Since landing on Mars on August 5, 2012, the Curiosity rover has climbed 2,600 feet (800 meters) up the base of Mount Sharp from the floor of Gale Crater. The mountain is the central peak of the crater, which is a vast dry ancient lake bed.

Each layer of Mount Sharp tells a different story about the history of Mars, including periods when the planet was wet and when it became drier.

Recently, Curiosity has systematically explored various features of the mountain, such as the Gediz Vallis channel. The channel formed well after the mountain because it cuts through different layers of Mount Sharp, Vasavada said.

After water and debris carved a path, they left behind a 2-mile (3.2-kilometer) ridge of rocks and sediment below the channel. Although Curiosity arrived in the canal in March and will likely remain for another month or two, it has been steadily climbing up the debris path for some time.

Scientists wonder whether floods or landslides caused the debris, and Curiosity’s investigations show that both turbulent water flows and landslides likely played a role. Some of the rocks are rounded like river rocks, suggesting they were carried by water, but others are more angular, meaning they were probably delivered by dry avalanches.

The water then soaks into the debris, and chemical reactions create the “halo” shapes that can be seen on some of the rocks that Curiosity has examined.

NASA/JPL-Caltech/MSSS

While exploring the Gediz Vallis channel in May, Curiosity spotted pale-colored rocks near their edges.
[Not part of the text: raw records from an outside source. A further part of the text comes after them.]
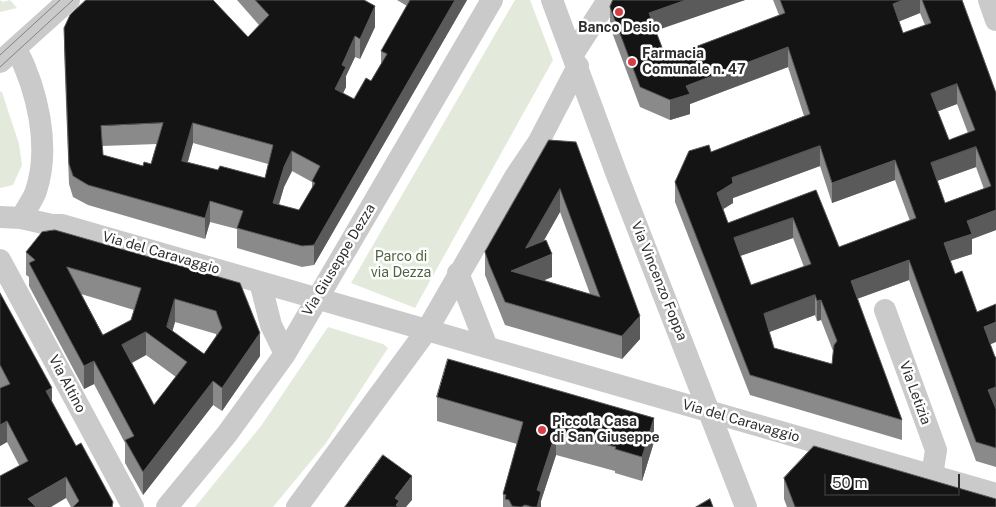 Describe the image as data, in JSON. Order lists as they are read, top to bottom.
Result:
{
  "streets": {
    "street": [
      "Via del Caravaggio",
      "Via Giuseppe Dezza",
      "Via Vincenzo Foppa",
      "Via Altino",
      "Via Letizia"
    ]
  },
  "crossings": [
    ["Via del Caravaggio", "Via Giuseppe Dezza"],
    ["Via del Caravaggio", "Via Vincenzo Foppa"],
    ["Via del Caravaggio", "Via Letizia"]
  ],
  "parks": ["Parco di via Dezza"],
  "places": ["Banco Desio", "Farmacia Comunale n. 47", "Piccola Casa di San Giuseppe"],
  "scale_bar": "50 m"
} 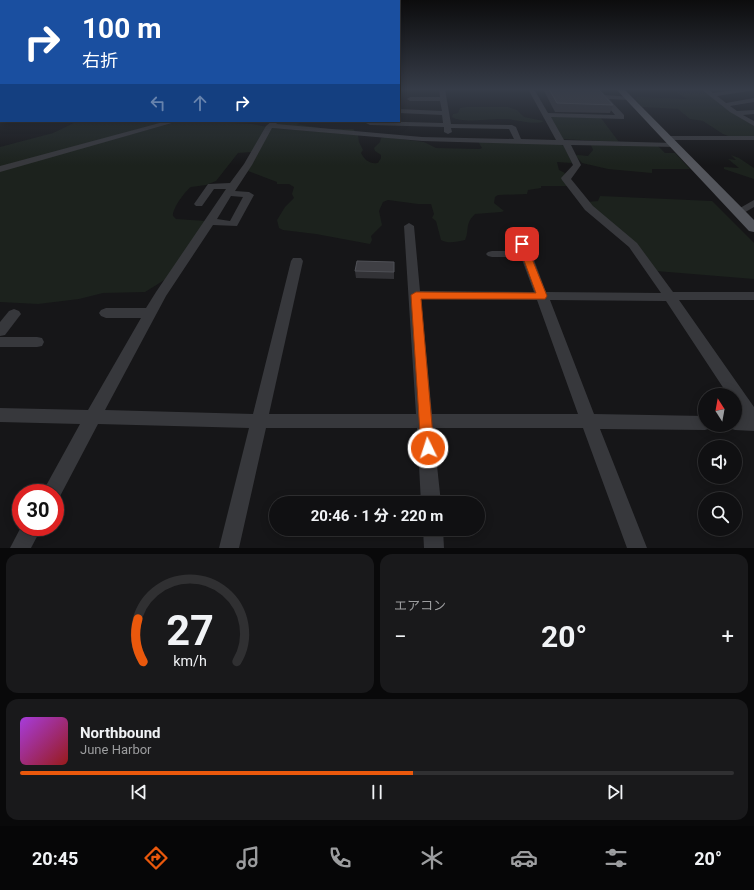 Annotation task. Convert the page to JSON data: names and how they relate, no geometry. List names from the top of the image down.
{
  "north": "top",
  "page": {
    "turn": ["100 m", "右折"],
    "limit": "30",
    "trip": "20:46 · 1 分 · 220 m",
    "tile": "エアコン",
    "heat": ["−", "20°", "+"],
    "song": ["Northbound", "June Harbor"],
    "tabs": ["20:45", "20°"],
    "gauge": ["27", "km/h"]
  }
}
These rings, called halos, resemble markings seen on Earth when groundwater seeps into rocks through cracks.

“This has not been a quiet period on Mars,” Becky Williams, a scientist at the Planetary Science Institute in Tucson, Arizona, and deputy principal investigator for Curiosity’s mast camera, said in a statement. “There was exciting activity here.
We are looking at multiple flows down the channel, including vigorous floods and boulder-rich flows.”

Scientists are eager to uncover more details, including how much water was present to help carve the canal in the first place.
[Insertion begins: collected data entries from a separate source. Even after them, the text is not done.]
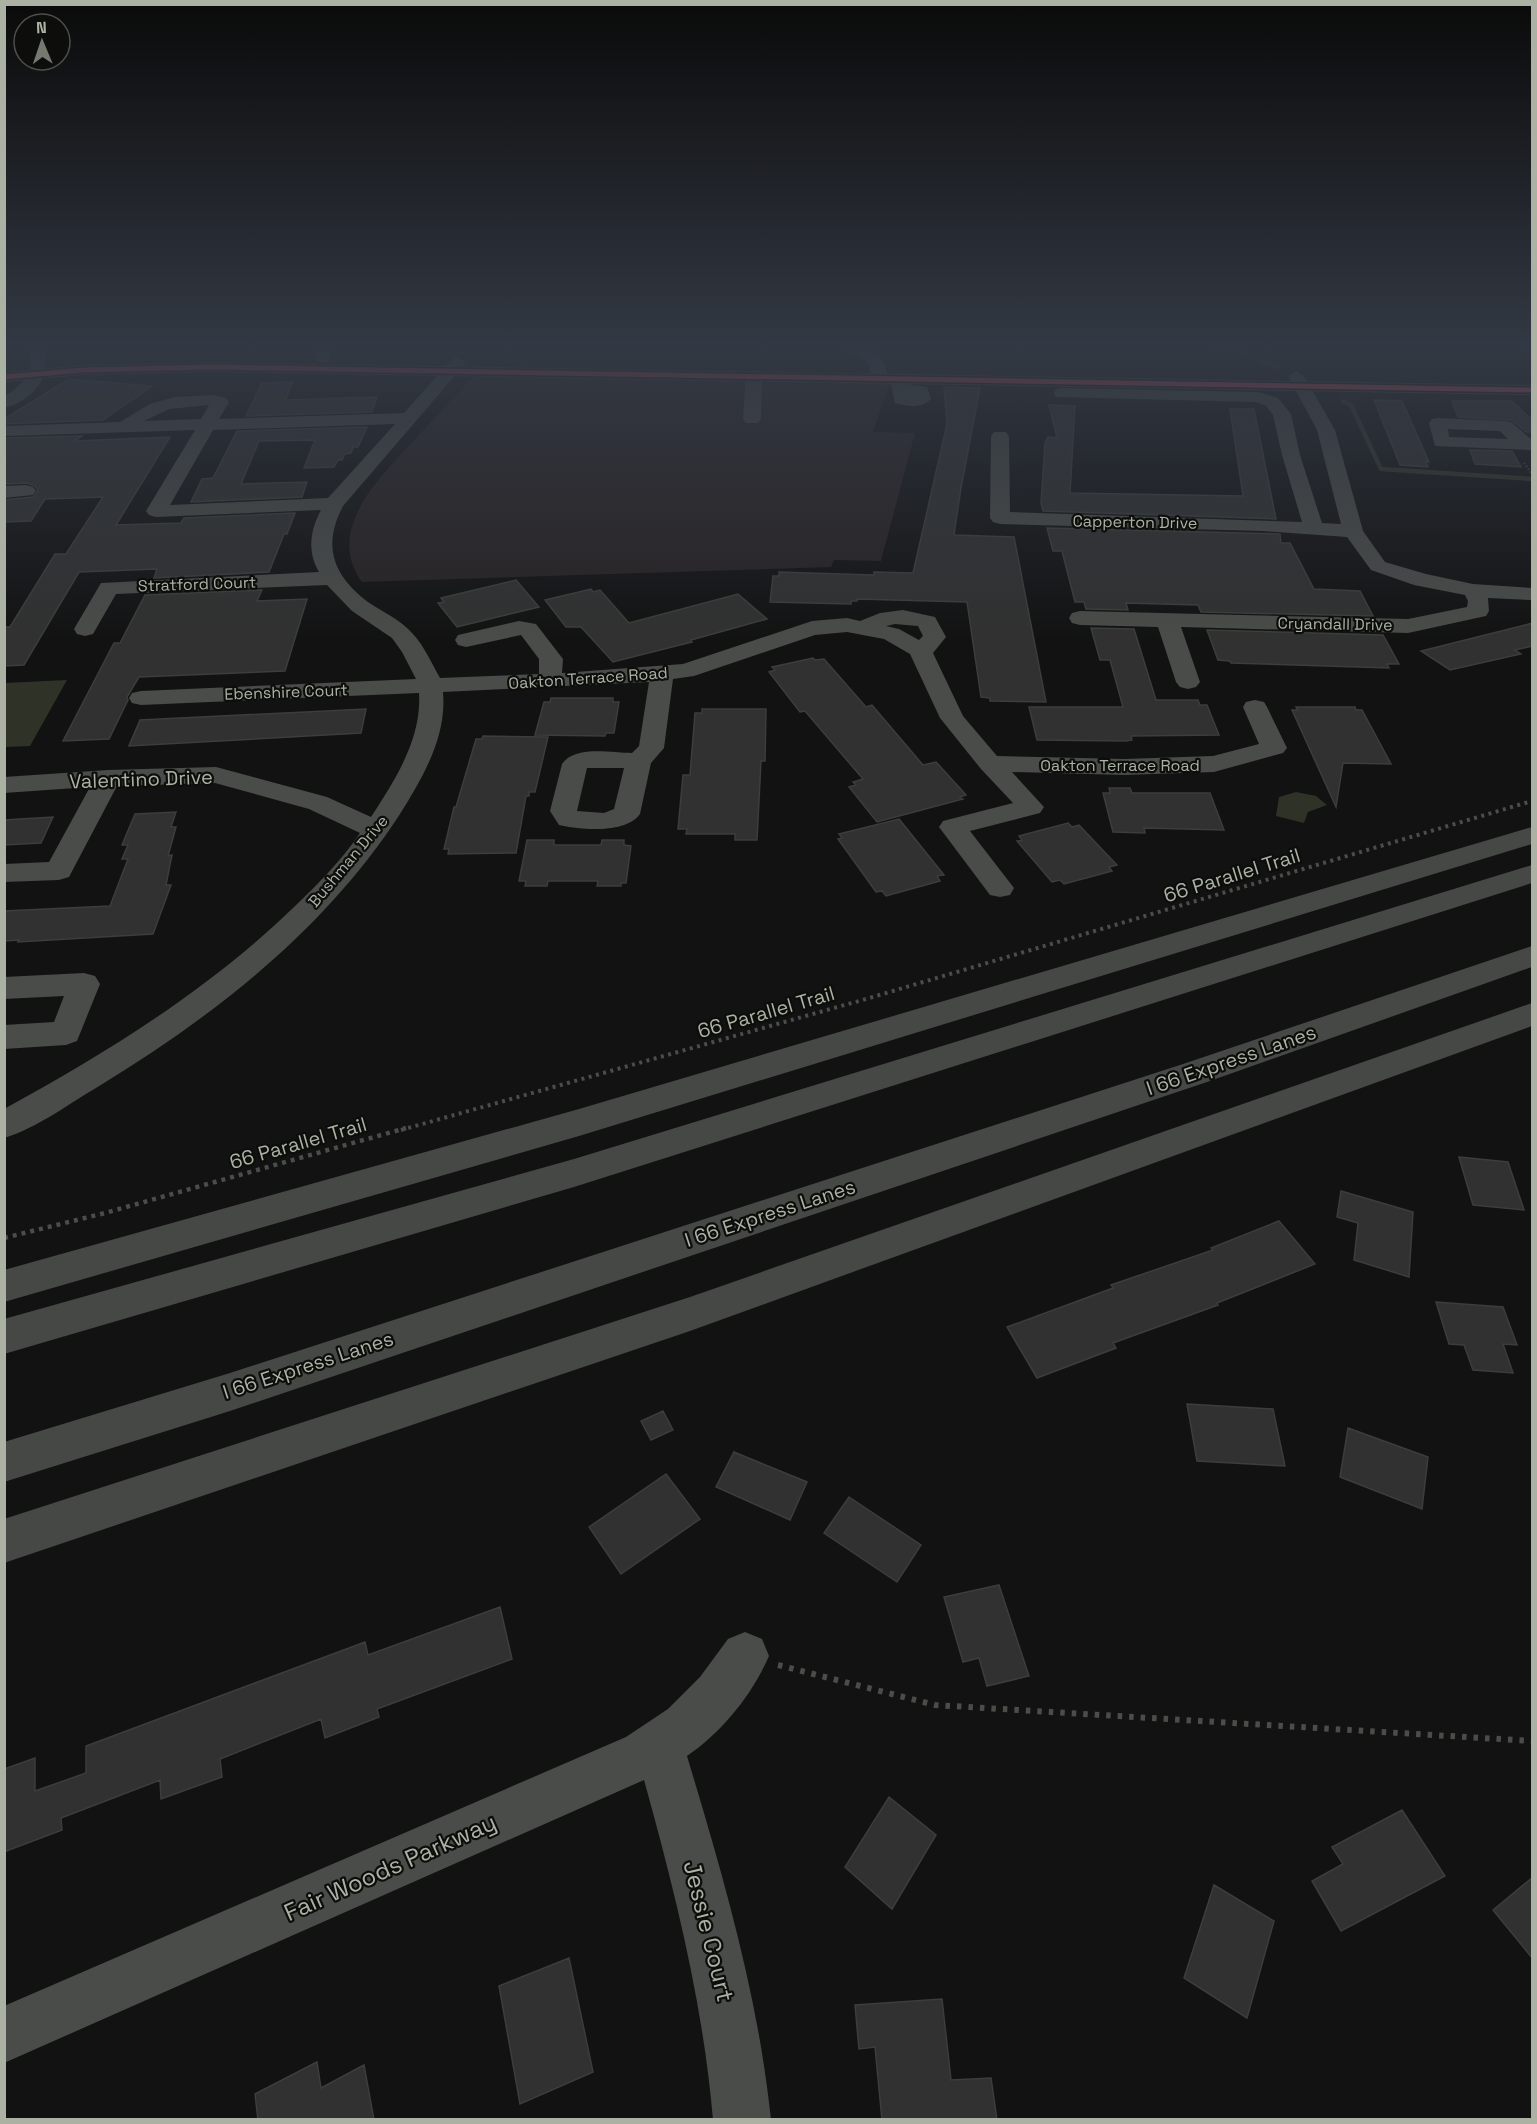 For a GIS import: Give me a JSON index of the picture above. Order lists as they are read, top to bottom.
{
  "streets": {
    "main road": ["I 66 Express Lanes"],
    "street": [
      "Capperton Drive",
      "Stratford Court",
      "Cryandall Drive",
      "Oakton Terrace Road",
      "Ebenshire Court",
      "Valentino Drive",
      "Bushman Drive",
      "Fair Woods Parkway",
      "Jessie Court"
    ],
    "path": ["66 Parallel Trail"]
  },
  "crossings": [
    ["Oakton Terrace Road", "Ebenshire Court"],
    ["Oakton Terrace Road", "Bushman Drive"],
    ["Ebenshire Court", "Bushman Drive"],
    ["Valentino Drive", "Bushman Drive"],
    ["Fair Woods Parkway", "Jessie Court"]
  ],
  "north": "top"
}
The Gediz Vallis channel has long been of interest to scientists, including Vasavada, who remembers looking at orbital images of the feature long before Curiosity landed on Mars.
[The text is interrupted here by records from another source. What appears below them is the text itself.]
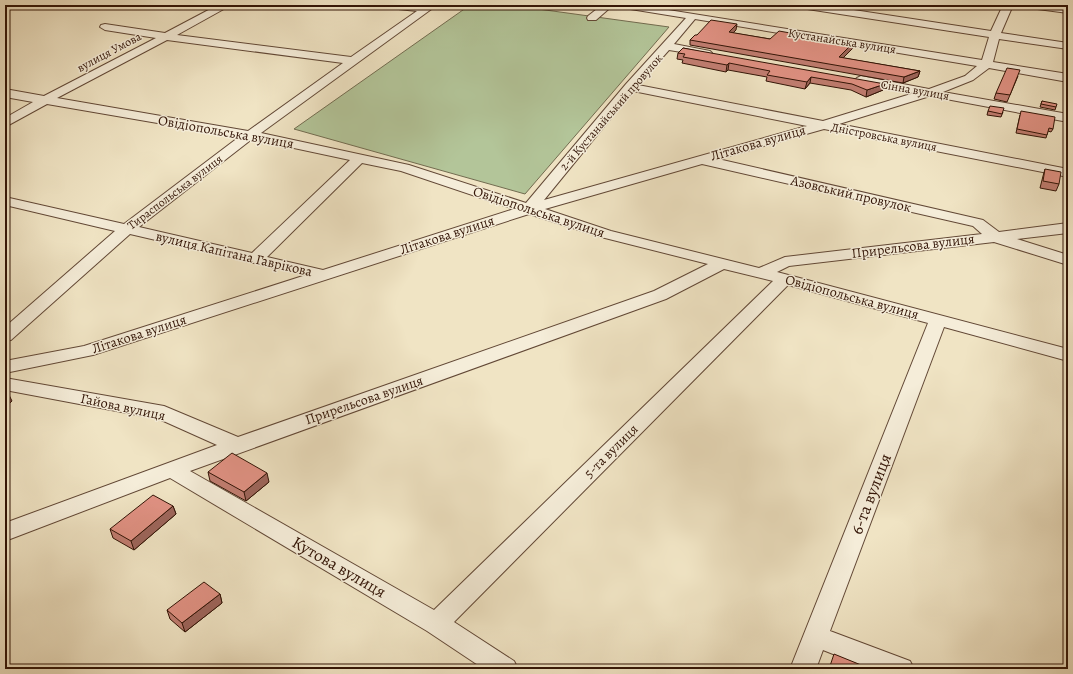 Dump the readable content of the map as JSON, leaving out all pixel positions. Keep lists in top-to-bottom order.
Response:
{
  "streets": {
    "street": [
      "Кустанайська вулиця",
      "вулиця Умова",
      "Сінна вулиця",
      "2-й Кустанайський провулок",
      "Овідіопольська вулиця",
      "Дністровська вулиця",
      "Літакова вулиця",
      "Тираспольська вулиця",
      "Азовський провулок",
      "Прирельсова вулиця",
      "вулиця Капітана Гаврікова",
      "Гайова вулиця",
      "5-та вулиця",
      "6-та вулиця",
      "Кутова вулиця"
    ]
  },
  "crossings": [
    ["Кустанайська вулиця", "2-й Кустанайський провулок"],
    ["Кустанайська вулиця", "Літакова вулиця"],
    ["вулиця Умова", "Овідіопольська вулиця"],
    ["Сінна вулиця", "Літакова вулиця"],
    ["2-й Кустанайський провулок", "Овідіопольська вулиця"],
    ["2-й Кустанайський провулок", "Дністровська вулиця"],
    ["2-й Кустанайський провулок", "Літакова вулиця"],
    ["Овідіопольська вулиця", "Літакова вулиця"],
    ["Овідіопольська вулиця", "Тираспольська вулиця"],
    ["Овідіопольська вулиця", "Прирельсова вулиця"],
    ["Овідіопольська вулиця", "5-та вулиця"],
    ["Овідіопольська вулиця", "6-та вулиця"],
    ["Дністровська вулиця", "Літакова вулиця"],
    ["Літакова вулиця", "Азовський провулок"],
    ["Літакова вулиця", "вулиця Капітана Гаврікова"],
    ["Тираспольська вулиця", "вулиця Капітана Гаврікова"],
    ["Азовський провулок", "Прирельсова вулиця"],
    ["Прирельсова вулиця", "Гайова вулиця"],
    ["Прирельсова вулиця", "Кутова вулиця"],
    ["5-та вулиця", "Кутова вулиця"]
  ]
}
“It’s always been something that’s been really intriguing,” he said. “I remember when the rover kind of rolled over the last hill before we got to the canal and suddenly you could see the landscape and the curved canal. Now we’re actually here and we’re seeing it with our own eyes, so to speak.”

There is no evidence of how the sulfur formed, but the team continues to analyze the data collected by Curiosity to determine how and when each mineral formed.

“Maybe this rock slab has experienced multiple different kinds of environments,” Vasavada said, “and they’re kind of imprinting each other, and now we have to figure that out.”

Curiosity continues to explore the channel to look for more surprises, and after moving on, the rover will head west to drive along the mountain instead of straight up to look for more intriguing geological features.

Despite 12 years of wear and tear, including some “close calls” such as wheel problems and mechanical problems, Curiosity remains in excellent health, Vasavada said.

“I feel very lucky, but we also all feel cautious that the next one might not be just a close call, so we’re trying to make the most of it and we have this landing spot, which was so wonderful,” he said. “I’m glad we chose something that was a science for 12 years.”